Ben Elliot’s Quintessentially warns £29m liabilities could threaten its future

Head and shoulders shot of Ben Elliot in July 2022
The company, co-founded by Ben Elliot (pictured), promises it can source for its clients everything from a pet jellyfish to a Batcave. Photograph: Justin Tallis/AFP/Getty Images

Quintessentially, the concierge service for the super-rich co-founded by Queen Camilla’s nephew, Ben Elliot, lost £1.5m in its latest financial year and warned investors the overall group was struggling with £29m of liabilities that could threaten its future as a going concern.

The company that Elliot, a former co-chair of the Conservative party, set up in 2000, reported pre-tax losses of £1.5m in the year to the end of April 2022, compared with a £3.8m loss a year earlier. However, its post-tax losses increased to £12.9m, up from £8m the previous year.
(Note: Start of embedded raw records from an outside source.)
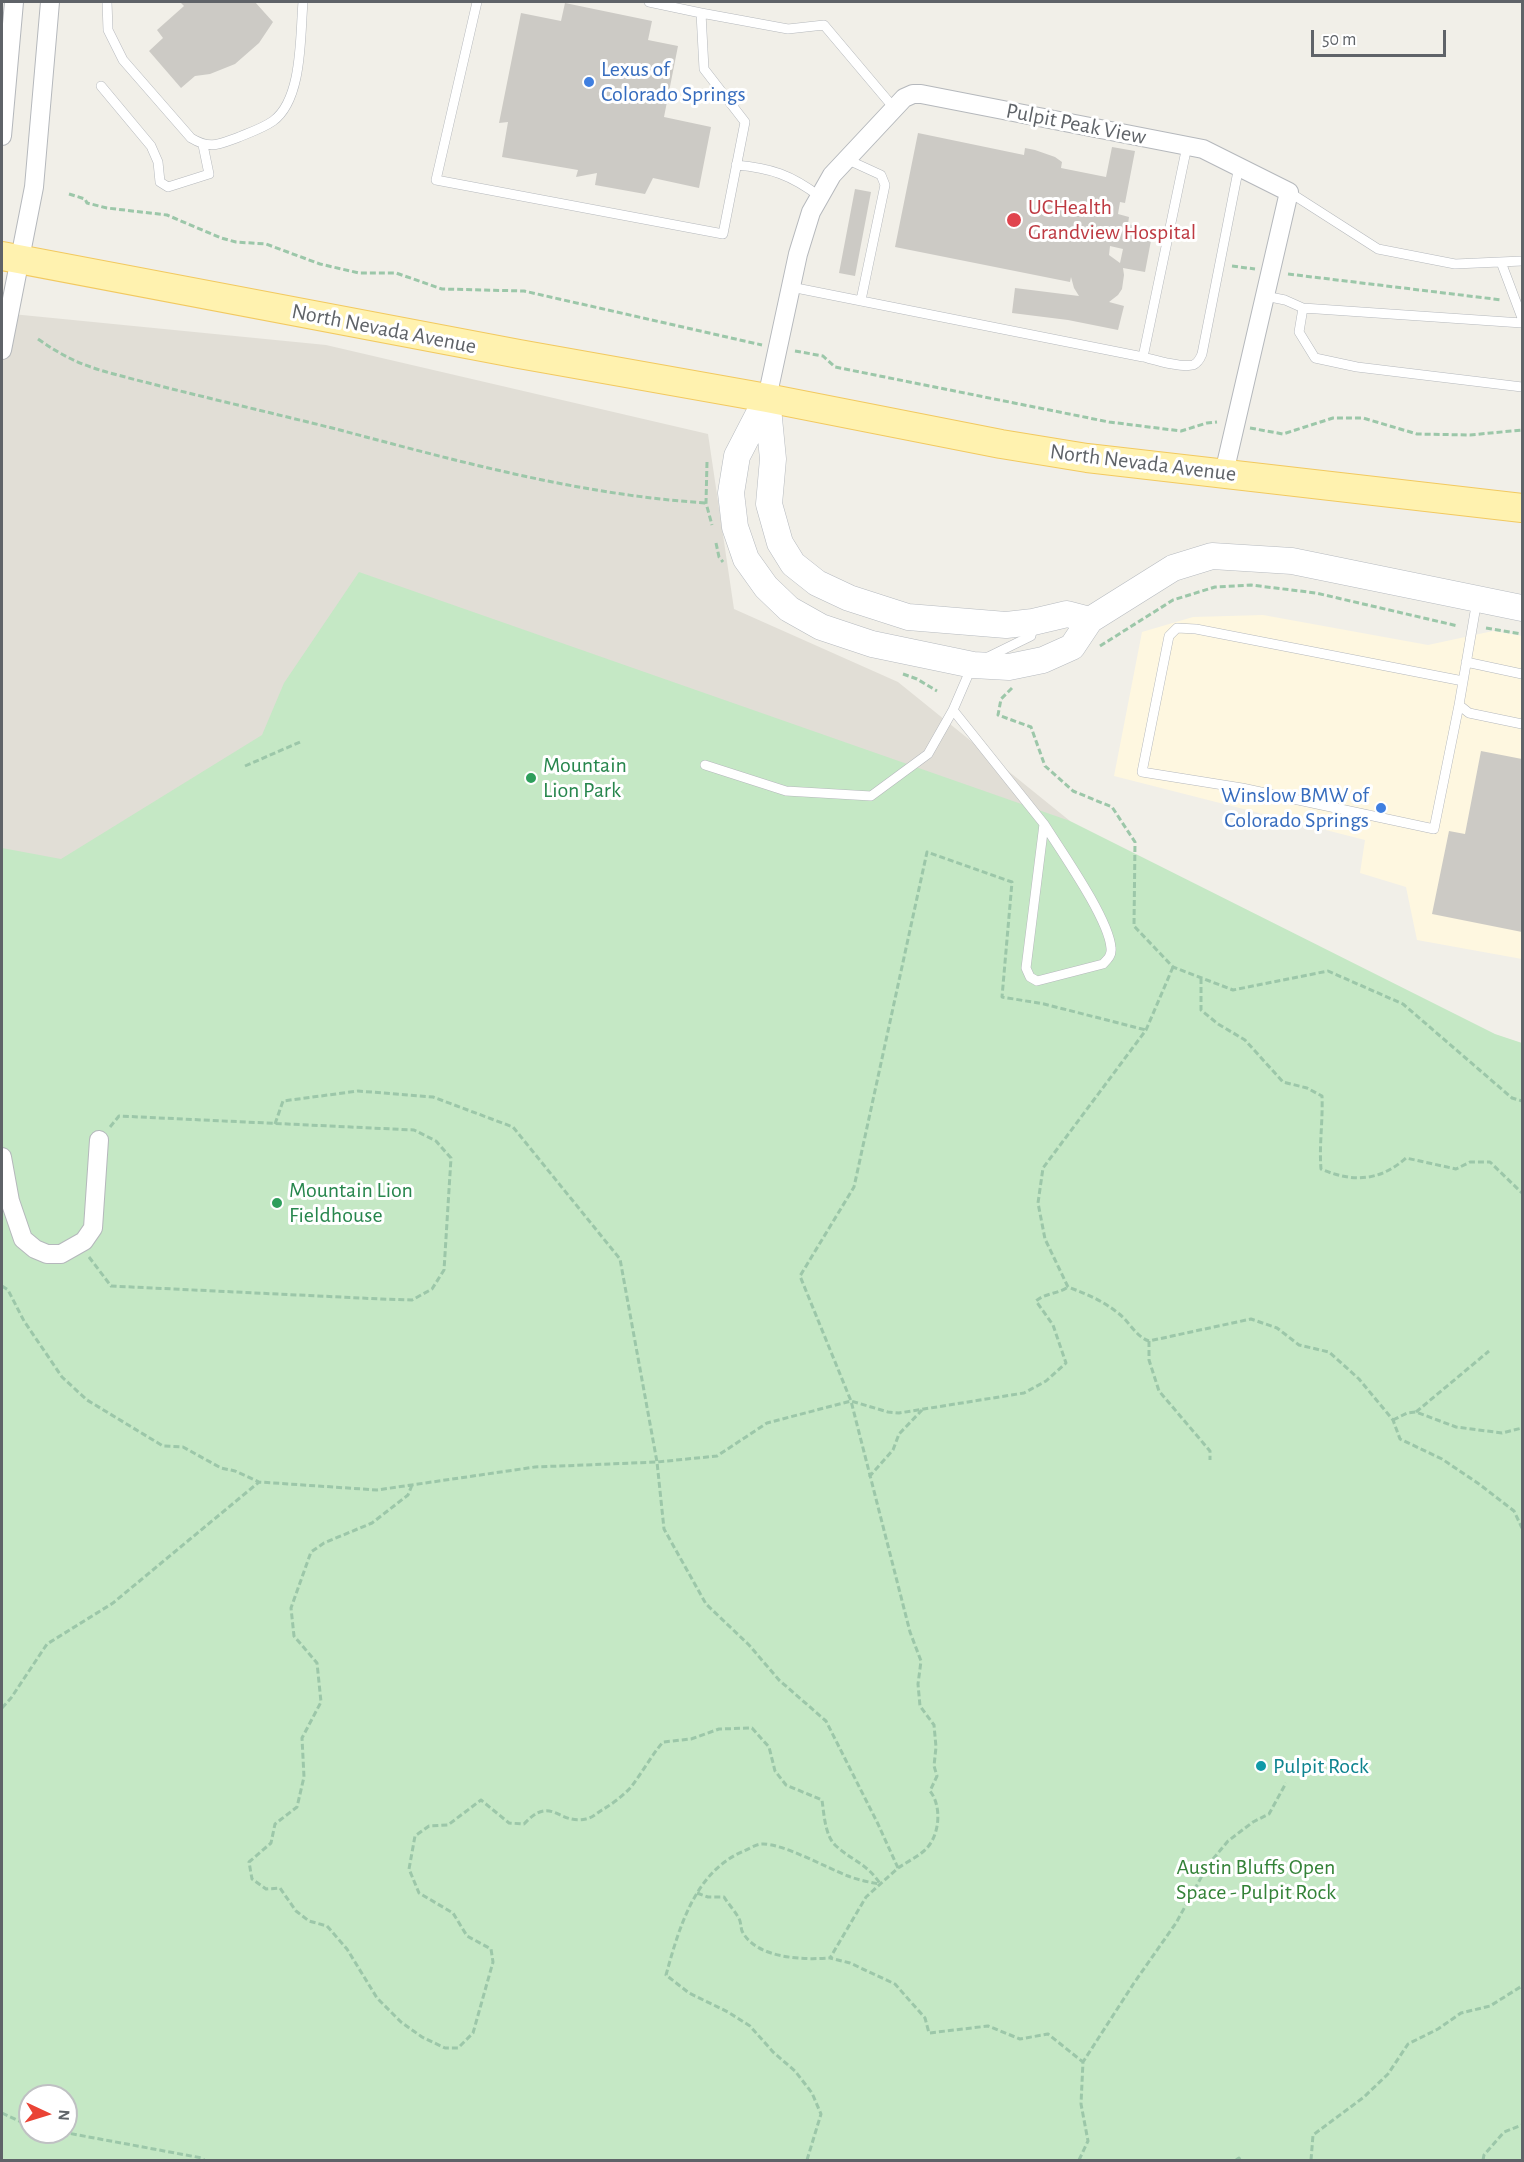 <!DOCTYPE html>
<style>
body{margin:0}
#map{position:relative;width:1524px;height:2162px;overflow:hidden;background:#f1efe8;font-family:"Alegreya Sans",sans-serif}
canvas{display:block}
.frame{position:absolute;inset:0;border:3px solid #5f6368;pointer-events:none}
.north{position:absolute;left:18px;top:2084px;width:60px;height:60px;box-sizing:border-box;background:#fff;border:2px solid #bfc1c3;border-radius:50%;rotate:94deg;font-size:16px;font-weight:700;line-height:24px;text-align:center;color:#5f6368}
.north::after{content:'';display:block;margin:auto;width:21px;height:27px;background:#ea4335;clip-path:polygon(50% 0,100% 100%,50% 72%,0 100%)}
.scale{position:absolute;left:1311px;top:30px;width:135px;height:27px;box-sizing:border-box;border:3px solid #5f6368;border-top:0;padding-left:8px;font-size:18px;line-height:21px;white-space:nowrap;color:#5f6368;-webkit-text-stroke:4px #fff;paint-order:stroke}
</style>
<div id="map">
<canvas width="1524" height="2162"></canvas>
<div class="frame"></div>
<div class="north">N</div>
<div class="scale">50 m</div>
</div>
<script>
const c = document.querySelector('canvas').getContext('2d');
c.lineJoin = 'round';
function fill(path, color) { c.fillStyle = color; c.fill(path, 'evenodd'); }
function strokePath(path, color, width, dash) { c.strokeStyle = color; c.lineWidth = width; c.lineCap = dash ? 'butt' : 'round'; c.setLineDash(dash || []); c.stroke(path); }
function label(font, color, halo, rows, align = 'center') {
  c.font = font + ' "Alegreya Sans",sans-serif'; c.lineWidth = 6; c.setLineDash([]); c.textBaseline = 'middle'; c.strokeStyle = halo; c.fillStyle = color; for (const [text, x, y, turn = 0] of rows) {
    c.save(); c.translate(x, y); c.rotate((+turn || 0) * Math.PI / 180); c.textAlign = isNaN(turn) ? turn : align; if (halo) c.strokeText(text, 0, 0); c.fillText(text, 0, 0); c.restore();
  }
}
const commercial = new Path2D(`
 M 1263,615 L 1428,645 L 1493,631 L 1522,636 L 1522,959 L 1417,940 L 1406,887 L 1360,873 L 1365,840 L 1114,776 L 1142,632 L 1193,617 Z`);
const education = new Path2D(`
 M 2,313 L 326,345 L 708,434 L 734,609 L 898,682 L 1070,821 L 1034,1286 L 968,2028 L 2,2160 ZM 30,2096 L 66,2096 L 66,2132 L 30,2132 Z`);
const green = new Path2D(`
 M 359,572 L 1070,821 L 1495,1034 L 1522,1043 L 1522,2160 L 2,2160 L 2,848 L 61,859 L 262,735 L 284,683 ZM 30,2096 L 66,2096 L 66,2132 L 30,2132 Z`);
const building = new Path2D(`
 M 180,2 L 255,2 L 273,22 L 259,43 L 235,64 L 210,74 L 195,76 L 181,88 L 149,51 L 163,38 L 157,30 L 184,6 Z
 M 565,3 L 652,21 L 648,40 L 678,46 L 664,117 L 711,127 L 699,188 L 653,178 L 645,194 L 595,185 L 597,173 L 576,177 L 578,170 L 502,157 L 508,122 L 499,123 L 521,13 L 561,21 Z
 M 918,133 L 1024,155 L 1025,148 L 1035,150 L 1055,157 L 1062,162 L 1061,168 L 1106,177 L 1112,147 L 1135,151 L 1125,203 L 1120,202 L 1118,214 L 1129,217 L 1128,224 L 1153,230 L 1145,272 L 1123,268 L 1124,275 L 1122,289 L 1118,295 L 1109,302 L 1124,306 L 1118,330 L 1068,320 L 1012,313 L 1015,288 L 1079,296 L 1074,288 L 1071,277 L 1070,282 L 895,247 ZM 1110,246 L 1123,249 L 1120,263 L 1109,255 Z
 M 855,189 L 871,192 L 855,276 L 839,273 Z
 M 1481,751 L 1522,759 L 1522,932 L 1432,914 L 1449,831 L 1465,834 Z`);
const path = new Path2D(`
 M 69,194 L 85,199 L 87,203 L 107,208 L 167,215 L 221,238 L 236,242 L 266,244 L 320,264 L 359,273 L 396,273 L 442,289 L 524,291 L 762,345
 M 1232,266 L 1255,269
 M 1288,274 L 1502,300
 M 38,339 C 62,356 81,365 110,373 C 185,393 260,410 336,429 C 457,461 580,495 706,503
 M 795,351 L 823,356 L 835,367 L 1109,422 L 1181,431 L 1207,423 L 1217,422
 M 1250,428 L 1283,434 L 1333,418 L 1363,418 L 1417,434 L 1470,435 L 1522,430
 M 707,462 L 706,503 L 712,525
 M 716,543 L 719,557 L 723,562
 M 1486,628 L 1522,634
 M 1100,646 L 1173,600 L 1215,587 L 1251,585 L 1316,593 L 1458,626
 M 903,674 L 917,679 L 937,691
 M 1012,688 L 1001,699 L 998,715 L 1031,727 L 1045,766 L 1073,791 L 1112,807 L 1135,842 L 1134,926 L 1173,967 L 1233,990 L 1328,971 L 1403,1004 L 1512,1098 L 1522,1101
 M 245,766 L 300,742
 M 1173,967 L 1146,1030 L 1043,1168 L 1038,1203 L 1045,1239 L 1068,1287 C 1087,1294 1103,1301 1118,1313 C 1129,1321 1136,1337 1149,1341 L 1251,1319 L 1277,1328 L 1299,1345 L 1329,1352 L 1359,1379 L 1393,1420 L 1400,1439 L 1442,1459 L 1479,1484 L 1514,1511 L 1522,1528
 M 1201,978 L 1201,1010 L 1218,1024 L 1245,1040 L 1283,1082 L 1307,1088 L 1322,1096 C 1323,1121 1319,1145 1321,1169 C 1353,1183 1380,1181 1406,1158 L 1456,1169 L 1470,1162 L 1490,1162 L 1522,1193
 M 275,1124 L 283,1101 L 358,1091 L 433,1097 L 513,1127 L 620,1259 L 657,1462 L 664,1529 L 706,1604 L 749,1645 L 779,1680 L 826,1721 L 878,1824 L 898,1868 L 866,1897 L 830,1958 L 850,1963 L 895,1984 L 925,2018 L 929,2033 L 988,2026 L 1020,2039 L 1048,2034 L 1083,2062
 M 89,1257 L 111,1286 L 381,1299 L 412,1300 L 432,1289 L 444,1270 L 451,1158 L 436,1141 L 414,1130 L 119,1116 L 110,1127
 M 2,1286 L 8,1290 L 24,1321 L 62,1377 L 87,1400 L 163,1446 L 183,1447 L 221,1468 L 235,1471 L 259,1482 L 377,1490 L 535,1467 L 657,1462 L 717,1456 L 767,1423 L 851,1401 L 888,1412 L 899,1413 L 1024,1393 L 1046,1381 L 1066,1363 L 1053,1325 L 1036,1301 C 1045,1293 1058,1294 1068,1287
 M 1149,1341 L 1149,1360 L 1159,1391 L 1210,1451 L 1210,1460
 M 1416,1412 L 1489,1351
 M 1393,1420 L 1407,1413 L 1416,1412 L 1456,1427 L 1502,1433 L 1522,1428
 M 869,1477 L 893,1450 L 899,1434 L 922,1410
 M 412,1485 L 408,1495 L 372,1523 L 324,1543 L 311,1552 L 291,1608 L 294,1636 L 317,1663 L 321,1702 L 302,1738 L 304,1777 L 297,1807 L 275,1824 L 271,1843 L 249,1862 L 252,1879 L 266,1889 L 280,1888 L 296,1911 L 309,1921 L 327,1926 L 347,1949 L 377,1998 L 401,2022 L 422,2037 L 445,2048 L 458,2048 L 473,2033 L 493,1962 L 491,1949 L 467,1936 L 453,1913 L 419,1893 L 409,1869 L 415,1836 L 429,1826 L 448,1825 L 481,1800 L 509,1823 L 524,1824 C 552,1794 557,1825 586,1819 C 592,1818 597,1813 602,1810 C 612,1804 623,1796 631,1787 C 642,1773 651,1756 663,1742 L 691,1739 L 719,1729 L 752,1728 L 769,1747 L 775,1771 L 786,1785 L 822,1800 C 824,1814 825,1835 835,1845 C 852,1861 867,1863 881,1885
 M 2,1708 L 11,1698 L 47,1644 L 113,1603 L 259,1482
 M 898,1868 C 907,1862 919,1856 926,1849 C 940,1835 942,1806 930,1791 L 937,1776 L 934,1766 L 936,1747 L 934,1725 L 920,1706 L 918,1684 L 921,1661 L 910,1632 L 851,1401 L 800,1276 L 854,1187 L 927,852 L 1012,882 L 1002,997 L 1044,1004 L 1146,1030
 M 697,1893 L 708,1897 L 724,1897 C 729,1905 737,1913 740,1921 C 741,1925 741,1928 742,1931 C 756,1959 804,1960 829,1958
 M 2,2113 L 30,2126
 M 62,2132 L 202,2158 L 204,2160
 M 807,2160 L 821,2114 L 812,2093 L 795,2071 L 773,2052 L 750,2026 L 728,2012 L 689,1993 L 666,1975 C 679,1928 695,1871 744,1851 C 749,1849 756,1844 762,1844 C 782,1843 827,1868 848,1876 C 858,1880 869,1882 879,1884
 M 1079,2160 L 1088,2141 L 1081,2104 L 1083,2062 L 1134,1983 L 1176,1923 L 1208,1865 L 1228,1841 L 1253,1822 L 1269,1814 L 1286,1783
 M 1236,2160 L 1239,2158 L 1240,2160
 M 1311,2160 L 1313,2135 L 1364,2097 L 1388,2074 L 1408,2044 L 1438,2029 L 1461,2013 L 1490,2006 L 1522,1986
 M 1483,2160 L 1484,2155 L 1504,2132 L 1522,2125`);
const lane = new Path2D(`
 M 107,2 L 108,30 L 123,60 L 191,138 C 211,150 219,144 239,137 C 251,132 263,128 273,121 C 303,99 300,35 303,2
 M 477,2 L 436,180 L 723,234 L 745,122 L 704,69 L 701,13 L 649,2
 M 701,13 L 788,29 L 824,25 L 894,108
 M 101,86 L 151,146 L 158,162 L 160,182 L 168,187 L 209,174 L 203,145
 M 846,159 L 881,175 L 885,185 L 861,300
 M 736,165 C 771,168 791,175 819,196
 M 1289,192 L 1378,249 L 1455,264 L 1522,261
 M 1501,262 L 1522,318
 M 791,287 L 1143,357 C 1155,360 1181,368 1193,365 C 1198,363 1200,359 1202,354 L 1239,166
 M 1265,296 L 1285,300 L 1303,308 L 1299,332 L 1315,358 L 1357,367 L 1522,387
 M 1303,308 L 1522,323
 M 1143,357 L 1187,146
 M 1477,600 L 1459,705 L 1469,713 L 1522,724
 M 984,659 L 1031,636 L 1033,625
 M 1466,662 L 1522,674
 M 1459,705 L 1434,829 L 1242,788 L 1142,772 L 1169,636 L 1177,628 L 1196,629 L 1463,681
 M 953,710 L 1044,824 L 1026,968 L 1030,977 L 1037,981 L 1103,964 C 1108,959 1112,955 1111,948 C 1109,919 1061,851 1044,824
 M 705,765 L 786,791 L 871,796 L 928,754 L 953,710 L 972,666`);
const street = new Path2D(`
 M 2,136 L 14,2
 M 2,350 L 34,187 L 50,2
 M 767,398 L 798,254 L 811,212 L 832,175 L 904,98 L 913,94 L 921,94 L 1203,149 L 1289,192 L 1224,473
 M 2,1157 L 10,1201 L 23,1239 L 35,1249 L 47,1254 L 61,1254 L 84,1241 L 93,1228 L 99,1140`);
const secondary = new Path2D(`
 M 767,398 L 737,456 L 731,493 L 735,527 L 746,559 L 766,587 L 789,609 L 821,627 L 872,644 L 973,665 L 1009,667 L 1043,660 L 1072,647 L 1090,620 L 1173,568 L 1212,556 L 1292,561 L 1522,608
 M 767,398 L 773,459 L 769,504 L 780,543 L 793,564 L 817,583 L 849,598 L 908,617 L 1006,625 L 1033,622 L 1067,614 L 1090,620`);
const primary = new Path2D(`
 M 2,256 L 519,354 L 767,398 L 1001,444 L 1087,458 L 1522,508`);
const markers = [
 [589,82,6,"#3f7fe0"],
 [1014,220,8,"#e0444e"],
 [531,778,6,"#2e9e5b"],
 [1381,808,6,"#3f7fe0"],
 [277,1203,6,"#2e9e5b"],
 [1261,1766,6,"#0f9aa8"]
];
const shopNames = [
 ["Lexus of",601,69],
 ["Colorado Springs",601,94],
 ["Winslow BMW of",1369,795,"right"],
 ["Colorado Springs",1369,820,"right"]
];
const streetNames = [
 ["Pulpit Peak View",1076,124,11],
 ["North Nevada Avenue",384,329,11],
 ["North Nevada Avenue",1143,463,7]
];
const healthNames = [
 ["UCHealth",1028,207],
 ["Grandview Hospital",1028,232]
];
const leisureNames = [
 ["Mountain",543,765],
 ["Lion Park",543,790],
 ["Mountain Lion",289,1190],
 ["Fieldhouse",289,1215]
];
const cultureNames = [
 ["Pulpit Rock",1273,1766]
];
const parkNames = [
 ["Austin Bluffs Open",1256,1867],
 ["Space - Pulpit Rock",1256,1892]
];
fill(commercial, '#fef7e0');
fill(education, '#e1ded6');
fill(green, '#c5e8c5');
fill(building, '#cccac5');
strokePath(lane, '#b5b8bc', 10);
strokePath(street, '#b5b8bc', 20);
strokePath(secondary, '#b6babf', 27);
strokePath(primary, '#f2c960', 30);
strokePath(path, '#9cc7a9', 3, [6, 3]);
strokePath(lane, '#fff', 9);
strokePath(street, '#fff', 18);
strokePath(secondary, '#fff', 26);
strokePath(primary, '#fff2af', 28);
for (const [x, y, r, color] of markers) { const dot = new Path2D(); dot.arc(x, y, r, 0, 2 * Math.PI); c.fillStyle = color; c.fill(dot); strokePath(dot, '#fff', 2); }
label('22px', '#366cbe', '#fff', shopNames, 'left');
label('22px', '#5f6368', '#fff', streetNames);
label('22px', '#be3a42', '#fff', healthNames, 'left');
label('22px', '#27864d', '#fff', leisureNames, 'left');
label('22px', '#0d838f', '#fff', cultureNames, 'left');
label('22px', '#348238', '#fff', parkNames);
</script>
In its much-delayed filing with Companies House on Wednesday night, the company said its group’s liabilities had ballooned to £29m, up from £23.7m a year earlier. The company warned that if it required more “external funding” it “may not be forthcoming and therefore this creates material uncertainty that may ultimately cast doubt about the group and company’s ability to continue as a going concern”.

Quintessentially, which in 2016 was reportedly paid £1.4m by the Department for International Trade to make introductions to “attract the right high-value individual investors to the UK”, has borrowed more than £12m from its largest shareholder, World Kinect Corporation (formerly known as World Fuel Services). It paid out more than £700,000 in interest payments over the year, the accounts show.

The company, which has promised it can source for its clients everything from a pet jellyfish to a Batcave, reported turnover of £27.4m in the year to the end of April 2022. That is up from £18.6m a year earlier.

The firm had reportedly told its staff it expected to make a £2.4m profit in the year to April 2022, which would have been its highest in a decade.

In its 2019 accounts, Quintessentially admitted to making £7m in accounting errors and paying out £1.4m in unlawful dividends. BDO resigned as auditor in 2023 and was replaced by smaller accountancy firm, Sopher & Co.

• This article was amended on 1 and 2 February 2024 to clarify that it is the Quintessentially group of companies that has posted liabilities of £29m. Also, Quintessentially was set up in 2000, not 2020 as an earlier version said.